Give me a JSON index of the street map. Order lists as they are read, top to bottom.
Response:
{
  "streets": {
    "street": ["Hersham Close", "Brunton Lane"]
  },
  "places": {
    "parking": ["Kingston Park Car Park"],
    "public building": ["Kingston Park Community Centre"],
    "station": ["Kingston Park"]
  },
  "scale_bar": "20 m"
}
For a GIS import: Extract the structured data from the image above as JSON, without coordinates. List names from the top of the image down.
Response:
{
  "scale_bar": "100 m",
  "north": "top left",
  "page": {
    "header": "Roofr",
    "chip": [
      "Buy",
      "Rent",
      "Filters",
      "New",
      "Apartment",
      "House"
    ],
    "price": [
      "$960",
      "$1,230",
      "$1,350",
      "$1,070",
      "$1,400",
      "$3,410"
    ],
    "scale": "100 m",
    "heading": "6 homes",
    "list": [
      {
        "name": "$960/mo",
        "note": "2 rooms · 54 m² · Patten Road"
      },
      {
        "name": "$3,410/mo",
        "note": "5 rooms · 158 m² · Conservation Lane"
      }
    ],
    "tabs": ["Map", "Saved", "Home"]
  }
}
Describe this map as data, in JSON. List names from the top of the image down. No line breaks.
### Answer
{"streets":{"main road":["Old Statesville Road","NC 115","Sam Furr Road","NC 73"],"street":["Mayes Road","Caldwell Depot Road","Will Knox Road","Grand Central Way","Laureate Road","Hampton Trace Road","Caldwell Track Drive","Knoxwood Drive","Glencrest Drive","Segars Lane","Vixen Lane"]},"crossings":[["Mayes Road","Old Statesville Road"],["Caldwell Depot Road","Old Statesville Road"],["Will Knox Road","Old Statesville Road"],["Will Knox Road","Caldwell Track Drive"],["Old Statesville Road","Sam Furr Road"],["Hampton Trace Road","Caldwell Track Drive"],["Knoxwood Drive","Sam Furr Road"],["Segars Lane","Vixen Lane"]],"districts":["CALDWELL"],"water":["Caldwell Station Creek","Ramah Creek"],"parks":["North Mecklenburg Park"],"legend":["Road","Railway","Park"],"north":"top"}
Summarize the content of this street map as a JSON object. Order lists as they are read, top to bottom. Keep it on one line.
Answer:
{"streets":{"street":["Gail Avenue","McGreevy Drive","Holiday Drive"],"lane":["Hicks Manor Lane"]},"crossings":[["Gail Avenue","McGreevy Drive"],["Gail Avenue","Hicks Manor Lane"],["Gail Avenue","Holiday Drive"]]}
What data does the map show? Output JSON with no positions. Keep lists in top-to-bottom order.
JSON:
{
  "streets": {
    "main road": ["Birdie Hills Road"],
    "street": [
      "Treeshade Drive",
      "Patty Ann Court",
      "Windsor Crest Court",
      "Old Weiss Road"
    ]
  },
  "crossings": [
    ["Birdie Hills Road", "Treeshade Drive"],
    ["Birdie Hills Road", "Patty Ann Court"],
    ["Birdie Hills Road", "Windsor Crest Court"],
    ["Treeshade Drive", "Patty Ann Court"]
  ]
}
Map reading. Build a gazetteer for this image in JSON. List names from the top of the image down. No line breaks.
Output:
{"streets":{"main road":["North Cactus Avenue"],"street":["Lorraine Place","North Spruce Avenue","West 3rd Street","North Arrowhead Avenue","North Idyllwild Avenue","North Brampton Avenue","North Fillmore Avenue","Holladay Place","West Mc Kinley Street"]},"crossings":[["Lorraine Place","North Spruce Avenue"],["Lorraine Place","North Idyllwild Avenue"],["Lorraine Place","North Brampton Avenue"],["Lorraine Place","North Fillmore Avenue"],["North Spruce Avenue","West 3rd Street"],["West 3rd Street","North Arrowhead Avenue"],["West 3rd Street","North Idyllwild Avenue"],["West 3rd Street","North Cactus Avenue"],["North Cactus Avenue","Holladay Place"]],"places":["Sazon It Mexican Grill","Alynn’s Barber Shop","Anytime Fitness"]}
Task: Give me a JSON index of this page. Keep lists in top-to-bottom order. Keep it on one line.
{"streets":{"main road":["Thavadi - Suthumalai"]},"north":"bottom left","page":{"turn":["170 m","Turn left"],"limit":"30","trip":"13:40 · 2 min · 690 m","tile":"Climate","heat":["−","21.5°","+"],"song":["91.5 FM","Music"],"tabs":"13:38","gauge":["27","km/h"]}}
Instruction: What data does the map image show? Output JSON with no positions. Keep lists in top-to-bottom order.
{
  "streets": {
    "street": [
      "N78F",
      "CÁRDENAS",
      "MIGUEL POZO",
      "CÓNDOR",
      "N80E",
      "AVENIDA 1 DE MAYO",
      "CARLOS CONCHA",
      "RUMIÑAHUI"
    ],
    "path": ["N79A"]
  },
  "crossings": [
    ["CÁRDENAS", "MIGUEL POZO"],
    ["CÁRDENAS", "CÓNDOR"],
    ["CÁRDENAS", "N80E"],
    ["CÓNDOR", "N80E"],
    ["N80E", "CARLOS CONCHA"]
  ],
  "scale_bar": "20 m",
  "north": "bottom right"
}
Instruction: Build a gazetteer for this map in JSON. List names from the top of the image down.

**WHAT YOU WILL DO:**
All entries must be duplicated exactly, with none left out.

**SOLUTION BELOW:**
Give me a JSON index of the street map. Order lists as they are read, top to bottom.
Response:
{
  "streets": {
    "street": ["Hersham Close", "Brunton Lane"]
  },
  "places": {
    "parking": ["Kingston Park Car Park"],
    "public building": ["Kingston Park Community Centre"],
    "station": ["Kingston Park"]
  },
  "scale_bar": "20 m"
}
For a GIS import: Extract the structured data from the image above as JSON, without coordinates. List names from the top of the image down.
Response:
{
  "scale_bar": "100 m",
  "north": "top left",
  "page": {
    "header": "Roofr",
    "chip": [
      "Buy",
      "Rent",
      "Filters",
      "New",
      "Apartment",
      "House"
    ],
    "price": [
      "$960",
      "$1,230",
      "$1,350",
      "$1,070",
      "$1,400",
      "$3,410"
    ],
    "scale": "100 m",
    "heading": "6 homes",
    "list": [
      {
        "name": "$960/mo",
        "note": "2 rooms · 54 m² · Patten Road"
      },
      {
        "name": "$3,410/mo",
        "note": "5 rooms · 158 m² · Conservation Lane"
      }
    ],
    "tabs": ["Map", "Saved", "Home"]
  }
}
Describe this map as data, in JSON. List names from the top of the image down. No line breaks.
### Answer
{"streets":{"main road":["Old Statesville Road","NC 115","Sam Furr Road","NC 73"],"street":["Mayes Road","Caldwell Depot Road","Will Knox Road","Grand Central Way","Laureate Road","Hampton Trace Road","Caldwell Track Drive","Knoxwood Drive","Glencrest Drive","Segars Lane","Vixen Lane"]},"crossings":[["Mayes Road","Old Statesville Road"],["Caldwell Depot Road","Old Statesville Road"],["Will Knox Road","Old Statesville Road"],["Will Knox Road","Caldwell Track Drive"],["Old Statesville Road","Sam Furr Road"],["Hampton Trace Road","Caldwell Track Drive"],["Knoxwood Drive","Sam Furr Road"],["Segars Lane","Vixen Lane"]],"districts":["CALDWELL"],"water":["Caldwell Station Creek","Ramah Creek"],"parks":["North Mecklenburg Park"],"legend":["Road","Railway","Park"],"north":"top"}
Summarize the content of this street map as a JSON object. Order lists as they are read, top to bottom. Keep it on one line.
Answer:
{"streets":{"street":["Gail Avenue","McGreevy Drive","Holiday Drive"],"lane":["Hicks Manor Lane"]},"crossings":[["Gail Avenue","McGreevy Drive"],["Gail Avenue","Hicks Manor Lane"],["Gail Avenue","Holiday Drive"]]}
What data does the map show? Output JSON with no positions. Keep lists in top-to-bottom order.
JSON:
{
  "streets": {
    "main road": ["Birdie Hills Road"],
    "street": [
      "Treeshade Drive",
      "Patty Ann Court",
      "Windsor Crest Court",
      "Old Weiss Road"
    ]
  },
  "crossings": [
    ["Birdie Hills Road", "Treeshade Drive"],
    ["Birdie Hills Road", "Patty Ann Court"],
    ["Birdie Hills Road", "Windsor Crest Court"],
    ["Treeshade Drive", "Patty Ann Court"]
  ]
}
Map reading. Build a gazetteer for this image in JSON. List names from the top of the image down. No line breaks.
Output:
{"streets":{"main road":["North Cactus Avenue"],"street":["Lorraine Place","North Spruce Avenue","West 3rd Street","North Arrowhead Avenue","North Idyllwild Avenue","North Brampton Avenue","North Fillmore Avenue","Holladay Place","West Mc Kinley Street"]},"crossings":[["Lorraine Place","North Spruce Avenue"],["Lorraine Place","North Idyllwild Avenue"],["Lorraine Place","North Brampton Avenue"],["Lorraine Place","North Fillmore Avenue"],["North Spruce Avenue","West 3rd Street"],["West 3rd Street","North Arrowhead Avenue"],["West 3rd Street","North Idyllwild Avenue"],["West 3rd Street","North Cactus Avenue"],["North Cactus Avenue","Holladay Place"]],"places":["Sazon It Mexican Grill","Alynn’s Barber Shop","Anytime Fitness"]}
Task: Give me a JSON index of this page. Keep lists in top-to-bottom order. Keep it on one line.
{"streets":{"main road":["Thavadi - Suthumalai"]},"north":"bottom left","page":{"turn":["170 m","Turn left"],"limit":"30","trip":"13:40 · 2 min · 690 m","tile":"Climate","heat":["−","21.5°","+"],"song":["91.5 FM","Music"],"tabs":"13:38","gauge":["27","km/h"]}}
Instruction: What data does the map image show? Output JSON with no positions. Keep lists in top-to-bottom order.
{
  "streets": {
    "street": [
      "N78F",
      "CÁRDENAS",
      "MIGUEL POZO",
      "CÓNDOR",
      "N80E",
      "AVENIDA 1 DE MAYO",
      "CARLOS CONCHA",
      "RUMIÑAHUI"
    ],
    "path": ["N79A"]
  },
  "crossings": [
    ["CÁRDENAS", "MIGUEL POZO"],
    ["CÁRDENAS", "CÓNDOR"],
    ["CÁRDENAS", "N80E"],
    ["CÓNDOR", "N80E"],
    ["N80E", "CARLOS CONCHA"]
  ],
  "scale_bar": "20 m",
  "north": "bottom right"
}
Instruction: Build a gazetteer for this map in JSON. List names from the top of the image down.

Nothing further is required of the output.